## DIRECTIONS FOR THIS TASK
Determine the number of lines of the records below that include "read". Respond with the number and no other text.

## SUPPLIED DATA
****************************************

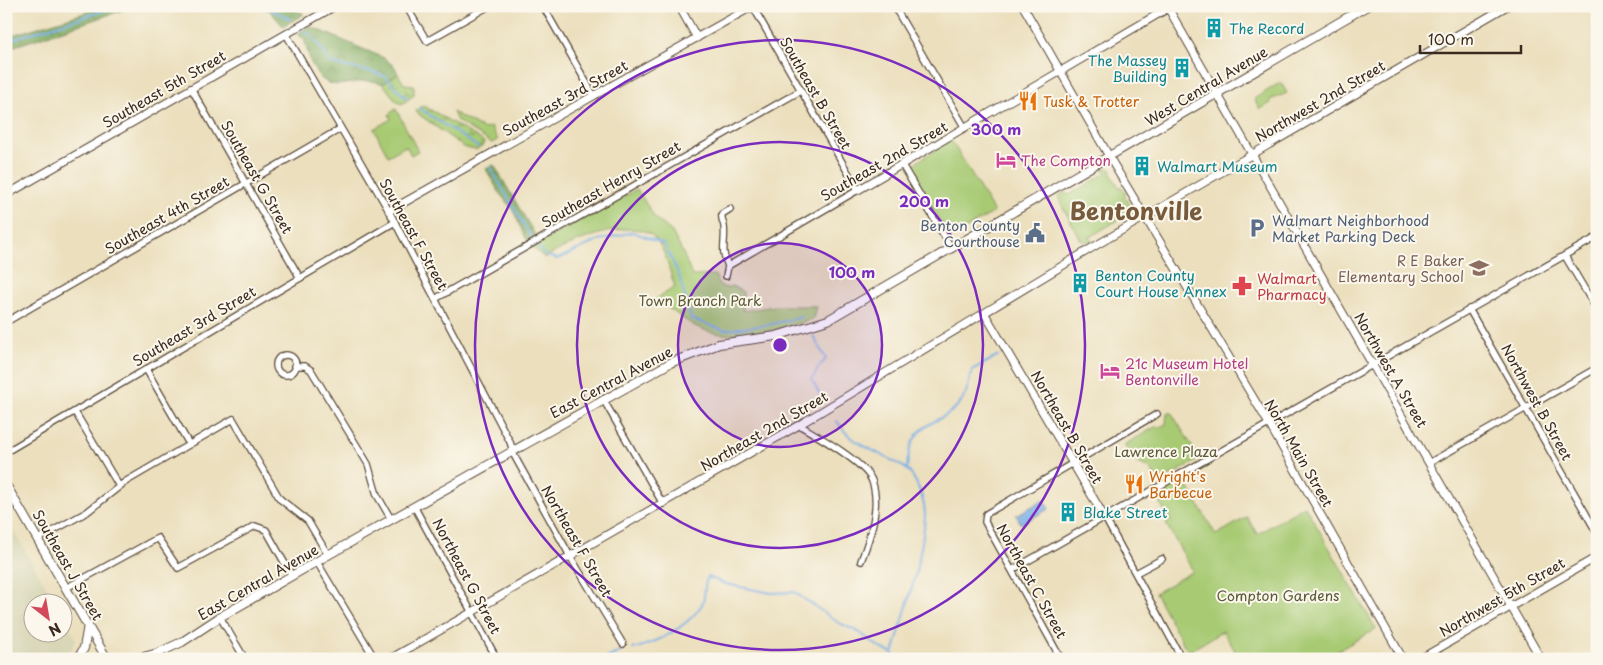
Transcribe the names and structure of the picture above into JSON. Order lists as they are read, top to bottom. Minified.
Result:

****************************************

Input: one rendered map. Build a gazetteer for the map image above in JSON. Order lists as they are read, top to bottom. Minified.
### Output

****************************************

## RESPONSE TO THE TASK
2